Task input |
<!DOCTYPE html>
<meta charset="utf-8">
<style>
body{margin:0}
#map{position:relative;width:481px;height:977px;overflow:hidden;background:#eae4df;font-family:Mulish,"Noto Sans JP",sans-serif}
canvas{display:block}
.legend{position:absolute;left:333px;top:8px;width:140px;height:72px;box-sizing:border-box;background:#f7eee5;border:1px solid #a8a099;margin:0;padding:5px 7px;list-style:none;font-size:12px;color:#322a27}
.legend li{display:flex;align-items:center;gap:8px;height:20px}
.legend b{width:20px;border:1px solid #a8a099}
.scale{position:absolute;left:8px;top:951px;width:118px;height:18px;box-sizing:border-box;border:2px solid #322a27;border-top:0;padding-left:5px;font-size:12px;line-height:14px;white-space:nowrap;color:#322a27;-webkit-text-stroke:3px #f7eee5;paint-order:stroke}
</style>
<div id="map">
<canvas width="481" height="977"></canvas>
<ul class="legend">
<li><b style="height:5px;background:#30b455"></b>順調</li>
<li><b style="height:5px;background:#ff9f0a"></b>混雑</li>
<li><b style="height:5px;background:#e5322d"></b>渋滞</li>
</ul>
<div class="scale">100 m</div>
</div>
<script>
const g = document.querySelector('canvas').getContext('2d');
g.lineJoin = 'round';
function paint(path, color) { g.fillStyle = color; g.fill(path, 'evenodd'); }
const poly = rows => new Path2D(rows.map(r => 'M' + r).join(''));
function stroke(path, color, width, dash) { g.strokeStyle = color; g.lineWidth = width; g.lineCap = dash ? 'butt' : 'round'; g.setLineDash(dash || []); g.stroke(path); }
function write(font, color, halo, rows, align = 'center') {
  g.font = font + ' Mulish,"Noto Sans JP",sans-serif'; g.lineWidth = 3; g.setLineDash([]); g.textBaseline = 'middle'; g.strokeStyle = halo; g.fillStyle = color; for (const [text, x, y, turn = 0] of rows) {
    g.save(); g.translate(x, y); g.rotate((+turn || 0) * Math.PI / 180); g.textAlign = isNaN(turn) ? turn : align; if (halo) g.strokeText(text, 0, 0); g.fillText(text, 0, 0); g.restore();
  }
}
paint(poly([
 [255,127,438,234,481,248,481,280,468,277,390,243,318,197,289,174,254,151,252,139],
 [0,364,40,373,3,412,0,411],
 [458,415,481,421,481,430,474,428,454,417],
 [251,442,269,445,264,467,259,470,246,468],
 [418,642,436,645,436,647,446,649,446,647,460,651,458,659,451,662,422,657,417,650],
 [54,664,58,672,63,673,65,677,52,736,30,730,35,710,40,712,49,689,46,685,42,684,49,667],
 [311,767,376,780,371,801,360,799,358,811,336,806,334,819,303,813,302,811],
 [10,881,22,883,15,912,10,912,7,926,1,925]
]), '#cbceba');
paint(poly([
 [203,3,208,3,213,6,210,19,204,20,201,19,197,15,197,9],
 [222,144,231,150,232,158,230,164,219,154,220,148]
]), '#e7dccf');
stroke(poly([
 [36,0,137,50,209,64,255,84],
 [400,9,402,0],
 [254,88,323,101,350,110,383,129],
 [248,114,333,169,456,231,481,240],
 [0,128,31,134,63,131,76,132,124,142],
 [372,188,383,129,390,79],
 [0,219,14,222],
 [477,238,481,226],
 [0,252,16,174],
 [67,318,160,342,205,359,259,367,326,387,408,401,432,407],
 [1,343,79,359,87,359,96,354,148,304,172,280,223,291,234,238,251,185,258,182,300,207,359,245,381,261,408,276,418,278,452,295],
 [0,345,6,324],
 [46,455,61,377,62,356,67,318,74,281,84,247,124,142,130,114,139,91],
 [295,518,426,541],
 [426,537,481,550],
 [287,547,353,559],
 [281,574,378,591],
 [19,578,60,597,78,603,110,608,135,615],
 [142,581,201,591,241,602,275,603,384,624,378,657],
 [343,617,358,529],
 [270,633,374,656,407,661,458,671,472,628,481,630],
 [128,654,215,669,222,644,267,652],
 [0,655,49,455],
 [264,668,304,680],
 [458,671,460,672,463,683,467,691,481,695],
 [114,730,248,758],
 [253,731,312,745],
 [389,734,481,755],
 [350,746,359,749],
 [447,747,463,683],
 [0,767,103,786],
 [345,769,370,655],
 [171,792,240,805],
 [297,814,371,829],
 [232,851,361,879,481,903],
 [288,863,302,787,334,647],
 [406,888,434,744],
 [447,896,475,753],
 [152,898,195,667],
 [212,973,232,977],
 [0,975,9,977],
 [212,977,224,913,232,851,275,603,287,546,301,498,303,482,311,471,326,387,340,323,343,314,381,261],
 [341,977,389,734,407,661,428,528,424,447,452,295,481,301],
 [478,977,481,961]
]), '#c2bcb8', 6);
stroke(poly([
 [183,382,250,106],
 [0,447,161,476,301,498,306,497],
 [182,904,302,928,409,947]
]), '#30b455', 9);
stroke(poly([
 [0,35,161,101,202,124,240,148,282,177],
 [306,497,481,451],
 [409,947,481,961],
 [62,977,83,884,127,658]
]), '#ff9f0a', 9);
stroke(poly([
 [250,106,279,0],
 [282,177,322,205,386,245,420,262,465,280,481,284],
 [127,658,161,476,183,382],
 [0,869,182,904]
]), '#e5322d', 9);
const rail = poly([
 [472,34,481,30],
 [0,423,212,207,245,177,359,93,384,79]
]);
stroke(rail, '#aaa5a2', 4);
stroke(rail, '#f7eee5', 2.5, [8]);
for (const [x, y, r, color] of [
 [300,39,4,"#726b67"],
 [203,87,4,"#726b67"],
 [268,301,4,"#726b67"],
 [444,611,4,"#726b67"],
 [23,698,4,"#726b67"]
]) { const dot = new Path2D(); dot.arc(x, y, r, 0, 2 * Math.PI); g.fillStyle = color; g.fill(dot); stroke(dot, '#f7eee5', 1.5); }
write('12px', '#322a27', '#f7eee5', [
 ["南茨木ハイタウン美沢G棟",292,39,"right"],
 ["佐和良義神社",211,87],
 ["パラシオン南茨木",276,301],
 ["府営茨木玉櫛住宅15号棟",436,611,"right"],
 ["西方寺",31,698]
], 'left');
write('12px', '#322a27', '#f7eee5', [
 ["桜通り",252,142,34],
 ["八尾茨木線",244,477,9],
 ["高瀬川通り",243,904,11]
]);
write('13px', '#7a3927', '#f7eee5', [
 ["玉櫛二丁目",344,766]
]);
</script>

What you need to do | Copy out the lines above word for word, stopping after the line containing "function write(font, color, halo, rows, align".

Result |
<!DOCTYPE html>
<meta charset="utf-8">
<style>
body{margin:0}
#map{position:relative;width:481px;height:977px;overflow:hidden;background:#eae4df;font-family:Mulish,"Noto Sans JP",sans-serif}
canvas{display:block}
.legend{position:absolute;left:333px;top:8px;width:140px;height:72px;box-sizing:border-box;background:#f7eee5;border:1px solid #a8a099;margin:0;padding:5px 7px;list-style:none;font-size:12px;color:#322a27}
.legend li{display:flex;align-items:center;gap:8px;height:20px}
.legend b{width:20px;border:1px solid #a8a099}
.scale{position:absolute;left:8px;top:951px;width:118px;height:18px;box-sizing:border-box;border:2px solid #322a27;border-top:0;padding-left:5px;font-size:12px;line-height:14px;white-space:nowrap;color:#322a27;-webkit-text-stroke:3px #f7eee5;paint-order:stroke}
</style>
<div id="map">
<canvas width="481" height="977"></canvas>
<ul class="legend">
<li><b style="height:5px;background:#30b455"></b>順調</li>
<li><b style="height:5px;background:#ff9f0a"></b>混雑</li>
<li><b style="height:5px;background:#e5322d"></b>渋滞</li>
</ul>
<div class="scale">100 m</div>
</div>
<script>
const g = document.querySelector('canvas').getContext('2d');
g.lineJoin = 'round';
function paint(path, color) { g.fillStyle = color; g.fill(path, 'evenodd'); }
const poly = rows => new Path2D(rows.map(r => 'M' + r).join(''));
function stroke(path, color, width, dash) { g.strokeStyle = color; g.lineWidth = width; g.lineCap = dash ? 'butt' : 'round'; g.setLineDash(dash || []); g.stroke(path); }
function write(font, color, halo, rows, align = 'center') {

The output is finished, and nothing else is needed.